A linguagem de “missão integral” ou “missão encarnacional” pode ter algo a oferecer também, mas, às vezes, ela parece basear-se em perspectivas que continuam a trabalhar com uma dicotomia entre missão como uma proclamação verbal e pessoal e missão que busca uma mudança sócio-cultural e estrutural. Em outros momentos, a “missão encarnacional” parece tão preocupada em afirmar a cultura que o escândalo profético da cruz pode ser eclipsado pelo desejo da identificação com os receptores.

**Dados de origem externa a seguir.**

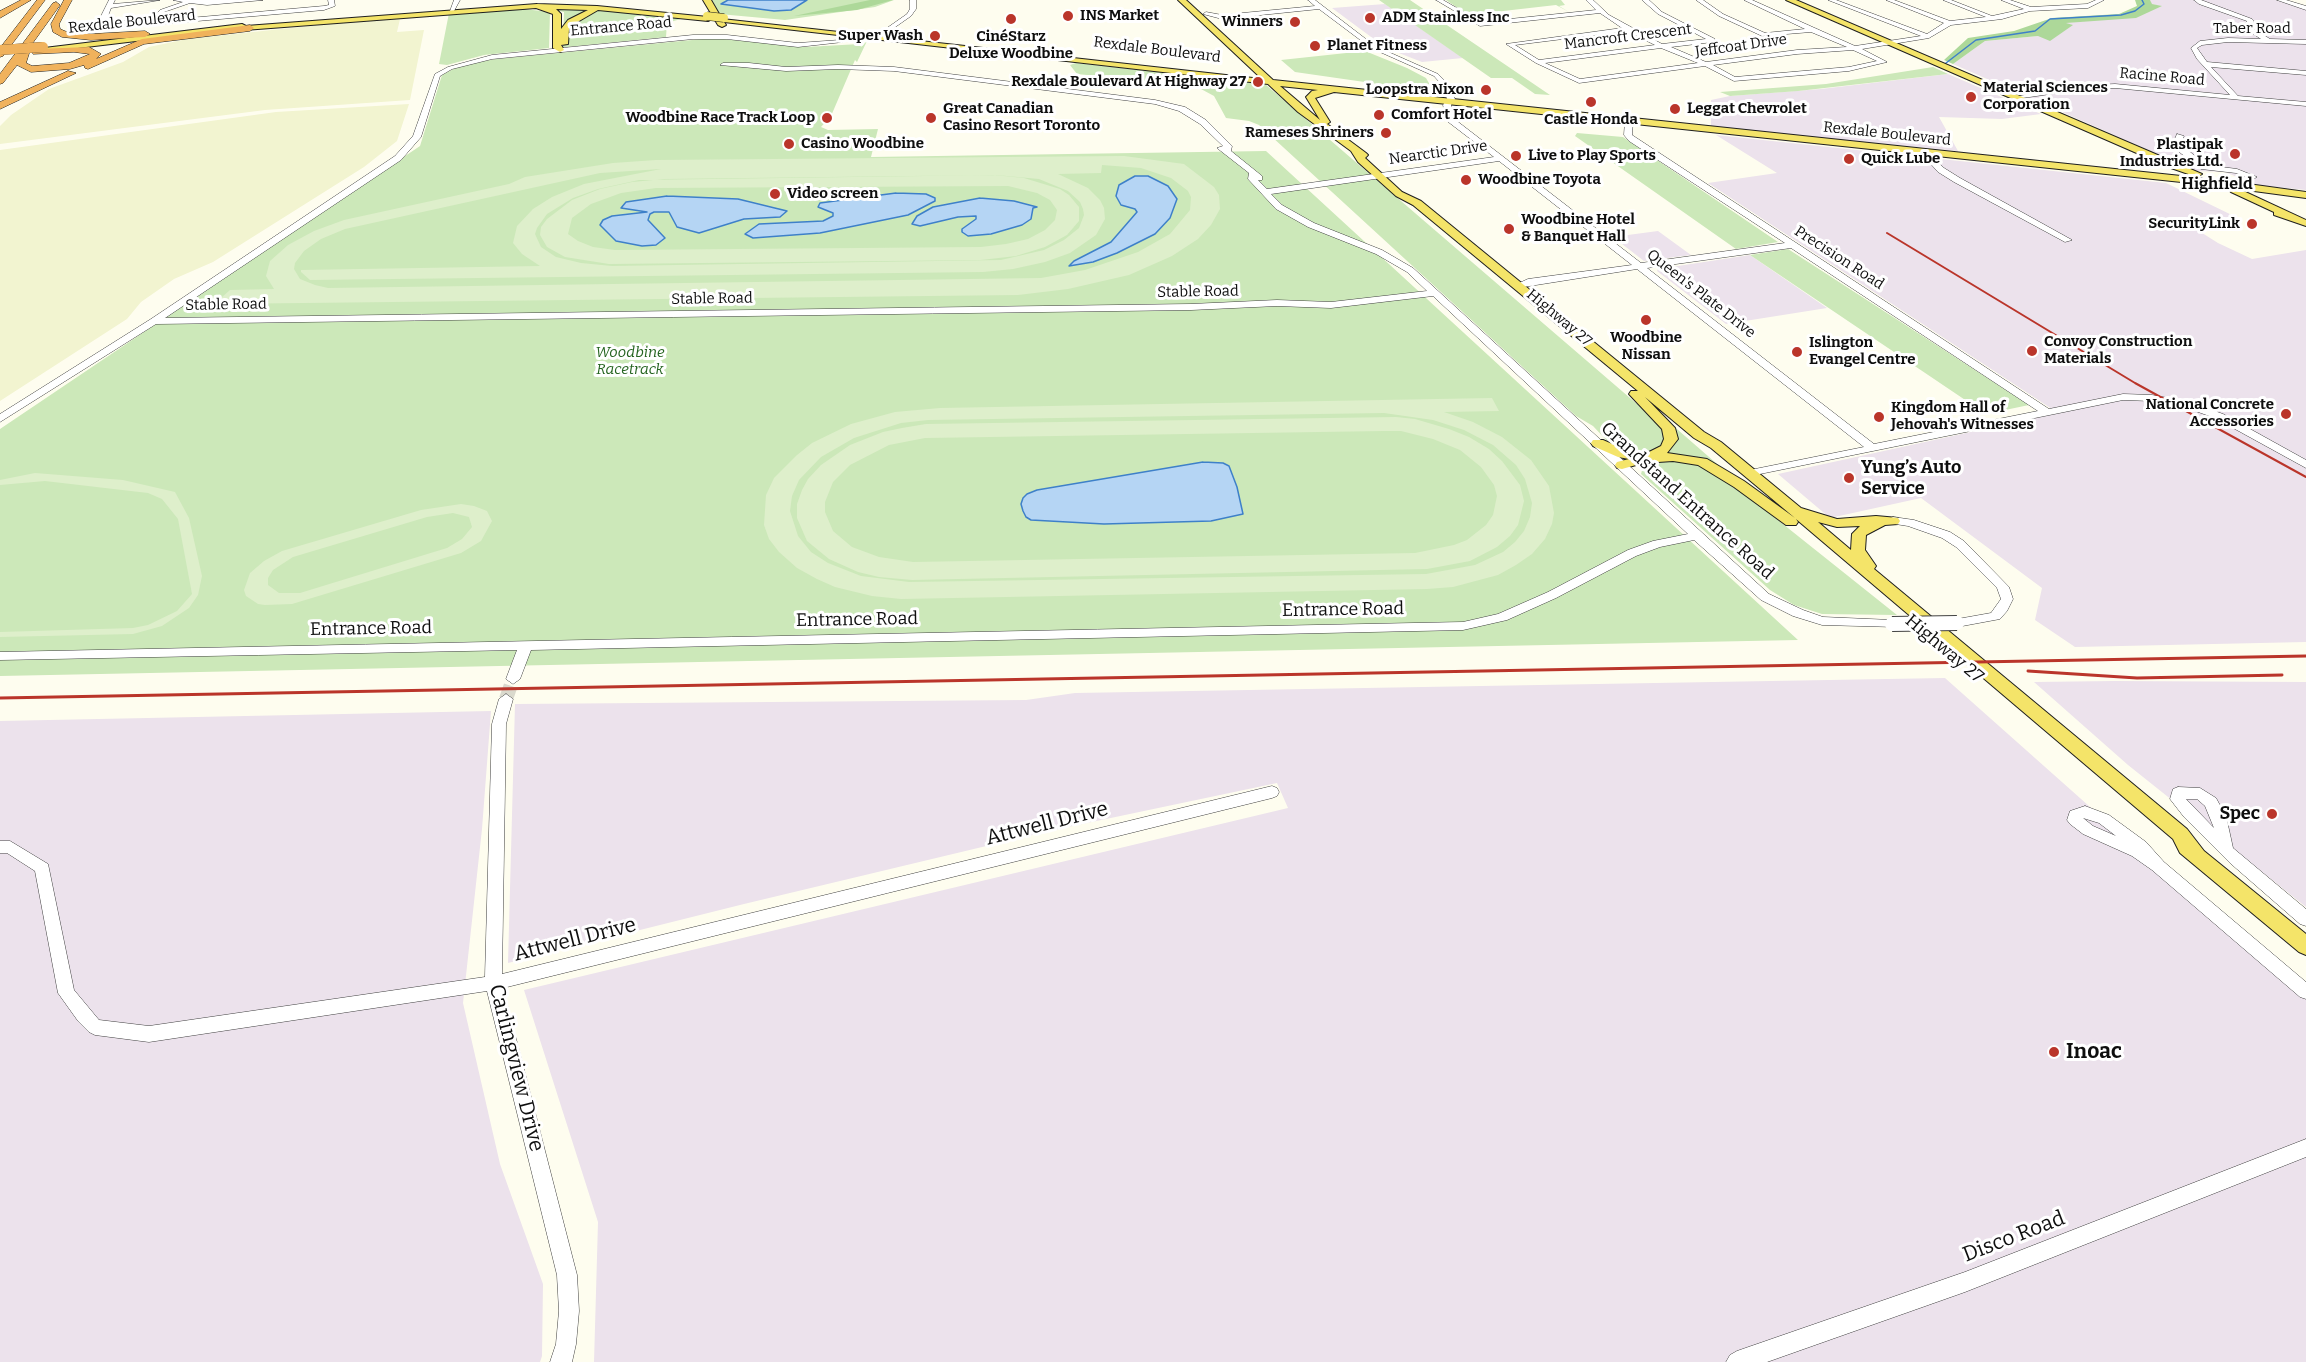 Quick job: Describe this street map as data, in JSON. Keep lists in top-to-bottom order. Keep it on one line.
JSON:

Tudo considerado, tenho a impressão que nós evangélicos começamos a entender que se olhássemos para missões como uma moeda, deveríamos levar em consideração tanto sua “cara” como a sua “coroa”. Mas parece que continuamos em nossa atitude de valorizar separadamente os dois lados, deixando de reconhecer que a moeda se trata de uma peça de 25 centavos. Gostaria de sugerir que uma missiologia de transformação iria nos ajudar a falar sobre a missão como uma “moeda de 25 centavos” em vez de “cara” ou “coroa”.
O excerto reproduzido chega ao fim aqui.